- _EXERCISE_
Send back the records exactly as written, with no images.
######
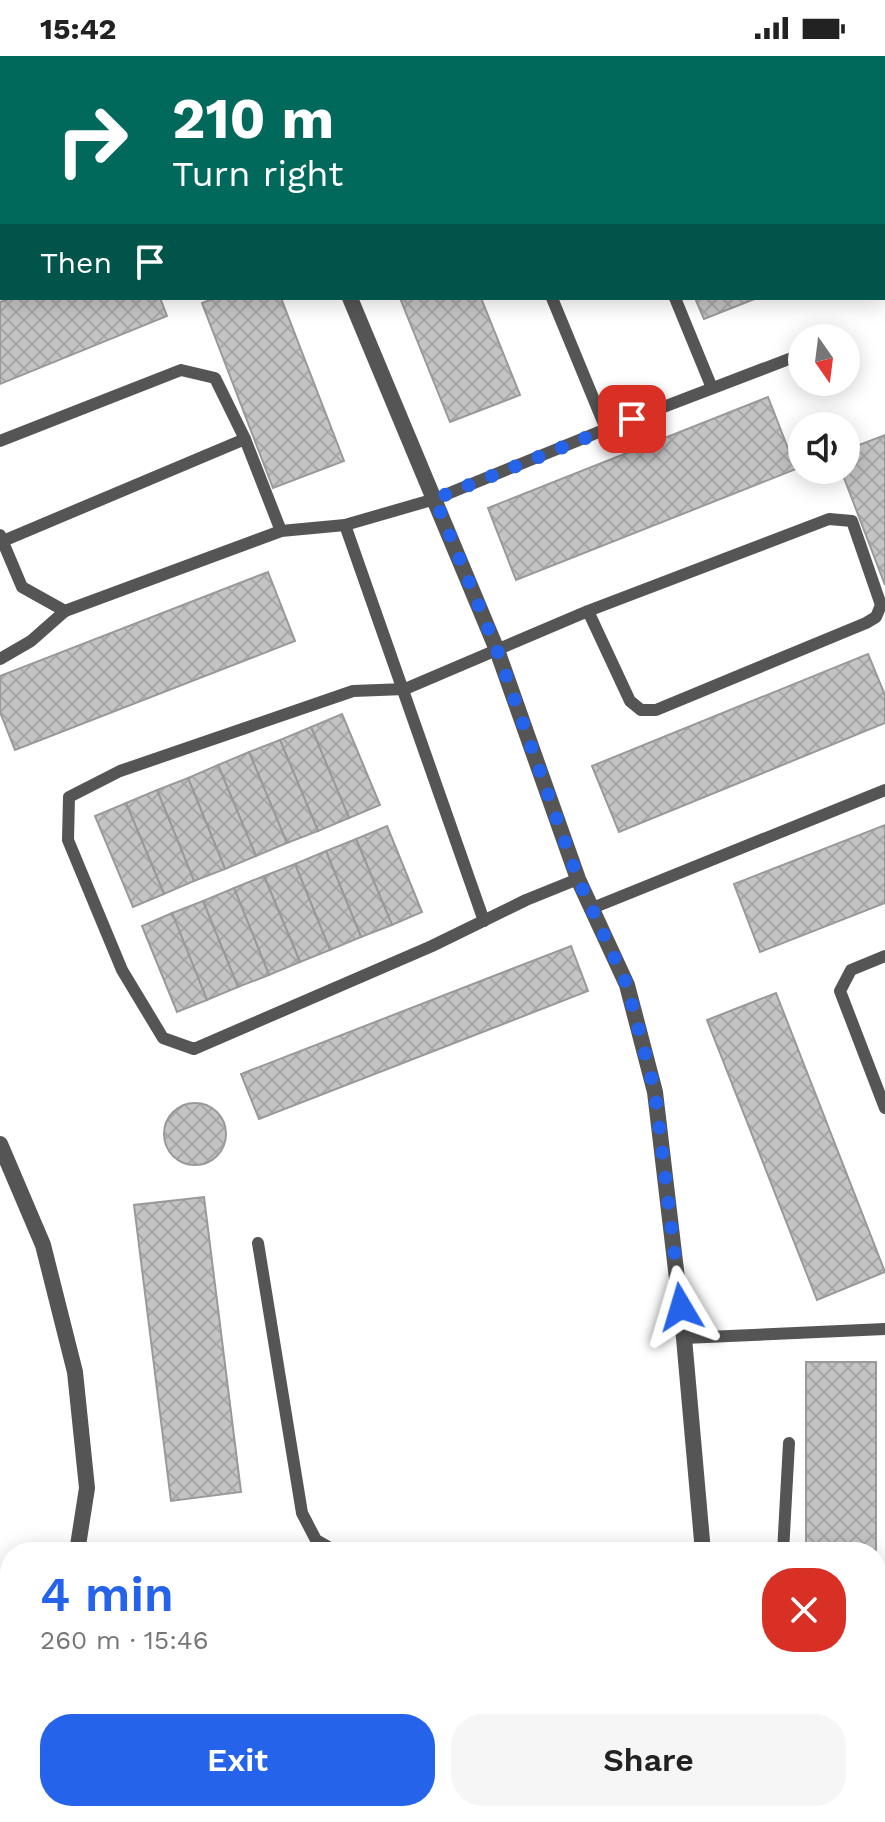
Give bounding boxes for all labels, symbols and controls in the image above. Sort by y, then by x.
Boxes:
text: 15:42 [40,11,116,46]
text: 210 m [172,86,334,152]
icon: right [40,88,144,192]
text: Turn right [172,153,343,195]
icon: arrive [128,240,172,284]
text: Then [40,245,112,280]
north arrow [788,324,860,396]
map controls [788,324,860,484]
pin [598,385,666,453]
icon: arrive [610,397,654,441]
button: sound [788,412,860,484]
position arrow [639,1265,723,1349]
text: 4 min [40,1566,174,1623]
button: close [762,1568,846,1652]
text: 260 m · 15:46 [40,1625,209,1655]
button: Exit [40,1714,435,1806]
button: Share [451,1714,846,1806]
######
- _SOLUTION TO THIS EXERCISE_
Give bounding boxes for all labels, symbols and controls in the image above. Sort by y, then by x.
Boxes:
text: 15:42 [40,11,116,46]
text: 210 m [172,86,334,152]
icon: right [40,88,144,192]
text: Turn right [172,153,343,195]
icon: arrive [128,240,172,284]
text: Then [40,245,112,280]
north arrow [788,324,860,396]
map controls [788,324,860,484]
pin [598,385,666,453]
icon: arrive [610,397,654,441]
button: sound [788,412,860,484]
position arrow [639,1265,723,1349]
text: 4 min [40,1566,174,1623]
button: close [762,1568,846,1652]
text: 260 m · 15:46 [40,1625,209,1655]
button: Exit [40,1714,435,1806]
button: Share [451,1714,846,1806]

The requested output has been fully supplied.